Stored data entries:
--

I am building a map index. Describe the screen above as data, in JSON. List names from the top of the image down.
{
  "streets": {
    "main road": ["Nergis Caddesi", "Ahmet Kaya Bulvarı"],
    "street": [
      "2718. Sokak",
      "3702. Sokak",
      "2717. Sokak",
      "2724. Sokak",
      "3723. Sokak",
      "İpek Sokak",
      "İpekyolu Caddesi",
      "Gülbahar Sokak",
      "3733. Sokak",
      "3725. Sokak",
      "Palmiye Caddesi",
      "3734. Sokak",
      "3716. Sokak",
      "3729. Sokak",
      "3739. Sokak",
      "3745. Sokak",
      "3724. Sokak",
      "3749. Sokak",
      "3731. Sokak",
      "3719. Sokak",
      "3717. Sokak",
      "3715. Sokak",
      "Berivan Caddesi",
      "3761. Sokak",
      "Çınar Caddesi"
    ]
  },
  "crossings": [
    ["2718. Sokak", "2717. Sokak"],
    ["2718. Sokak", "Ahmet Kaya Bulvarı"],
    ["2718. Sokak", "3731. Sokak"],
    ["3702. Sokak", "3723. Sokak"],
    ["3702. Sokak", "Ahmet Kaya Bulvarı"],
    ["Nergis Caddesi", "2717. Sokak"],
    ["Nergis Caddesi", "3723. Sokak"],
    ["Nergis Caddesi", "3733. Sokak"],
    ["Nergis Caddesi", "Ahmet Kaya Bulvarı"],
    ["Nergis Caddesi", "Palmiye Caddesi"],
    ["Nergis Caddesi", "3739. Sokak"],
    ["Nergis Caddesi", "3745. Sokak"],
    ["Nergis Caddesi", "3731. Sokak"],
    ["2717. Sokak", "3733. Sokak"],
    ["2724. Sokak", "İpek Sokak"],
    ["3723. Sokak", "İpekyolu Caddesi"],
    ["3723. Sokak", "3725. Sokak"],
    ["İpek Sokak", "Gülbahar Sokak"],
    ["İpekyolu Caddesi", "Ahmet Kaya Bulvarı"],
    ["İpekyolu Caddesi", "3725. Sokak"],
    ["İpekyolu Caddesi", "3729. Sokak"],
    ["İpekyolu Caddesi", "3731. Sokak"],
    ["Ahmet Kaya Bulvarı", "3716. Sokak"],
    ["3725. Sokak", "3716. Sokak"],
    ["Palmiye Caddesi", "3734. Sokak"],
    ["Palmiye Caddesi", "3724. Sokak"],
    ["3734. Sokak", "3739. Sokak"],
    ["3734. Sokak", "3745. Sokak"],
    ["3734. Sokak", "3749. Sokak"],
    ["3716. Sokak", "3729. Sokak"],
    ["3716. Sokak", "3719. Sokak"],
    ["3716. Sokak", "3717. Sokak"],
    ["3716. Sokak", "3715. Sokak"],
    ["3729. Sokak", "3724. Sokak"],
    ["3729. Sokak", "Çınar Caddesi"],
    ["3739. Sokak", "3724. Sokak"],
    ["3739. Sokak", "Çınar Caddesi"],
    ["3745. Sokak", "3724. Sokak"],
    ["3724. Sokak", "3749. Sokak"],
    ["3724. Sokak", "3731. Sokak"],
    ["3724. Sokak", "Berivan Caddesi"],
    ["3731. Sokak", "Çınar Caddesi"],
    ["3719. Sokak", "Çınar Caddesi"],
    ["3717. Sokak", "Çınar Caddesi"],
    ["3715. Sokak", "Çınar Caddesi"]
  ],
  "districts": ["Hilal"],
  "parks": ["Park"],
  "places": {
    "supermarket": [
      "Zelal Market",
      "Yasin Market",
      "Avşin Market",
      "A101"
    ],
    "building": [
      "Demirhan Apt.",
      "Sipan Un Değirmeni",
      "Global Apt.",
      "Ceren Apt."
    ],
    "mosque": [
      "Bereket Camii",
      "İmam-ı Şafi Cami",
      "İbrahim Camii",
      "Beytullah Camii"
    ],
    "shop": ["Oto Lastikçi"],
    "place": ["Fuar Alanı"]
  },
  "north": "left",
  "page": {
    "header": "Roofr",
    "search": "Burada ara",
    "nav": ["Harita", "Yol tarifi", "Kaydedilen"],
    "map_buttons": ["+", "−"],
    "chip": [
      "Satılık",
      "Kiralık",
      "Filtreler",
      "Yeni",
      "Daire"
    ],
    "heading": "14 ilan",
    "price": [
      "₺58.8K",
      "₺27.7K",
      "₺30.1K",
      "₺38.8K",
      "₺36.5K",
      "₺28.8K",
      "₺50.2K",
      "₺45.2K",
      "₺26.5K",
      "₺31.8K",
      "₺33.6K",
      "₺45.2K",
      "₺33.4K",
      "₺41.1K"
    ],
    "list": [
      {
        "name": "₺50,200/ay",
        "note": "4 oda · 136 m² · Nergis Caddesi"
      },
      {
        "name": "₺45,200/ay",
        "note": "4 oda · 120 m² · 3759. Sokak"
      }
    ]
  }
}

--

**What you should do:** Where does "Nergis" appear in the records above? Copy each line that holds it.

**Written solution:**
    "main road": ["Nergis Caddesi", "Ahmet Kaya Bulvarı"],
    ["Nergis Caddesi", "2717. Sokak"],
    ["Nergis Caddesi", "3723. Sokak"],
    ["Nergis Caddesi", "3733. Sokak"],
    ["Nergis Caddesi", "Ahmet Kaya Bulvarı"],
    ["Nergis Caddesi", "Palmiye Caddesi"],
    ["Nergis Caddesi", "3739. Sokak"],
    ["Nergis Caddesi", "3745. Sokak"],
    ["Nergis Caddesi", "3731. Sokak"],
        "note": "4 oda · 136 m² · Nergis Caddesi"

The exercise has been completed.